368 bare per non dimenticare. Lampedusa undici anni dopo

Articolo di Franco Lannino

Io ho assistito al nascere del flusso migratorio nel mediterraneo. Nell’ottobre del 1992 arrivò, per la prima volta nella storia, un barcone con 71 stranieri clandestini (così allora furono battezzati) provenienti dalla Tunisia. Si dichiararono tunisini, ma nessuno lo ha potuto mai appurare con certezza dato che tutti e settantuno avevano buttato in mare i loro documenti di identità. A Lampedusa arrivavano alla spicciolata, piccole barche con sette – otto clandestini alla volta che entravano direttamente in porto. Gli isolani facevano a gara per accoglierli e rifocillarli, non c’era un centro di accoglienza, solo la parrocchia, una piccola stazione dei carabinieri e un manipolo di uomini della guardia di Finanza che non sapeva letteralmente che pesci pigliare.

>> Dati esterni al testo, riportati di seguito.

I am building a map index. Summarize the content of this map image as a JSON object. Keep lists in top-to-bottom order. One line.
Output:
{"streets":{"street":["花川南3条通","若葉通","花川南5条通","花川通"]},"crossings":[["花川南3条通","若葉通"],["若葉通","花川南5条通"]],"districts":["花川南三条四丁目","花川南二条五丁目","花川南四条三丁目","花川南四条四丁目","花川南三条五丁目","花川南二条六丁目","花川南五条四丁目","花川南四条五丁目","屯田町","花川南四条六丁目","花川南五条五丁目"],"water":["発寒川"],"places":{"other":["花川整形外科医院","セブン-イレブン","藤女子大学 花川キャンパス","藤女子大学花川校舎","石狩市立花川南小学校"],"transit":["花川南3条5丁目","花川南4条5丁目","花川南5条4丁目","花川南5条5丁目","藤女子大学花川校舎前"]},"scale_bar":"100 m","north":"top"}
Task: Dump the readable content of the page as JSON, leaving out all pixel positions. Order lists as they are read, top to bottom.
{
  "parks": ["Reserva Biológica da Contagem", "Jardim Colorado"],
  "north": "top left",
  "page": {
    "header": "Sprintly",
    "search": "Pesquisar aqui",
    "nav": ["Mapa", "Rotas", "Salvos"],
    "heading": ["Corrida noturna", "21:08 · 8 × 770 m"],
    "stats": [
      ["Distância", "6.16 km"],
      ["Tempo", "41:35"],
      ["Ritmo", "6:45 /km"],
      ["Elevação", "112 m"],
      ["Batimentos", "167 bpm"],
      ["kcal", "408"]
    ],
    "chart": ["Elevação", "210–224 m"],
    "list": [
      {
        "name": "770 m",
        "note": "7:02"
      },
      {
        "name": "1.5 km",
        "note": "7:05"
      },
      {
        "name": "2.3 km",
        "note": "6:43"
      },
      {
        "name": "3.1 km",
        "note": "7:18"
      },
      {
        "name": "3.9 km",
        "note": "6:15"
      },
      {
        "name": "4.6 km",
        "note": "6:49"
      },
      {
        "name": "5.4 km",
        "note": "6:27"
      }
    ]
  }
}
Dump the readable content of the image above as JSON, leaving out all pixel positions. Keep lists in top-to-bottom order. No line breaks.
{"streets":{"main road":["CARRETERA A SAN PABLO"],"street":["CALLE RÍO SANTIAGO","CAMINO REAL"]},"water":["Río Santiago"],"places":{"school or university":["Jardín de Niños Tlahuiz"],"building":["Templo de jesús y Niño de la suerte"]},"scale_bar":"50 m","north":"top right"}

Questi clandestini raccoglievano i soldi per pagarsi un biglietto per imbarcarsi sulla nave per Porto Empedocle e “mimetizzarsi” sul territorio italiano. Poi arrivarono i somali e gli eritrei. Vennero pure dal centr’Africa, (erano quelli “neri, neri” che venivano dal Ghana e dalla Nigeria). Poi c’erano quelli che venivano dall’Asia, India, Pakistan e Sri Lanka per lo più.

Gli sbarchi si fecero più massicci, e fu allora che lo Stato italiano capì che qualcosa su quell’avamposto andava organizzato. Arrivò la polizia e la protezione civile. Fu messo su un centro di accoglienza improvvisato. Poi cominciarono i naufragi. Fu un crescendo continuo. Anno dopo anno. Decine, centinaia e migliaia di morti. Non li contavamo più. Non faceva più notizia. Io e gli altri colleghi fotoreporter eravamo stufi delle trasferte sulla grande isola pelagica. Ci logoravano. A Lampedusa sai quando arrivi ma non sai quando te ne puoi tornare a casa a causa del maltempo. Il record lo feci nell’inverno del 2006. Otto lunghissimi giorni bloccato senza fare nulla su quello scoglio sperduto in mezzo al mediterraneo. Andai avanti, fino a quando nel 2013 atterrai sull’isola a “raccogliere” 368 cadaveri messi allineati nel palazzetto dello sport. Era il tre ottobre e per me fu l’ultima volta. Tornai a casa sconvolto. Da quel momento non sono andato mai più su quell’isola “maledetta”. Non mi occupai più di migranti. Da quell’anno cominciai a occuparmi di gatti.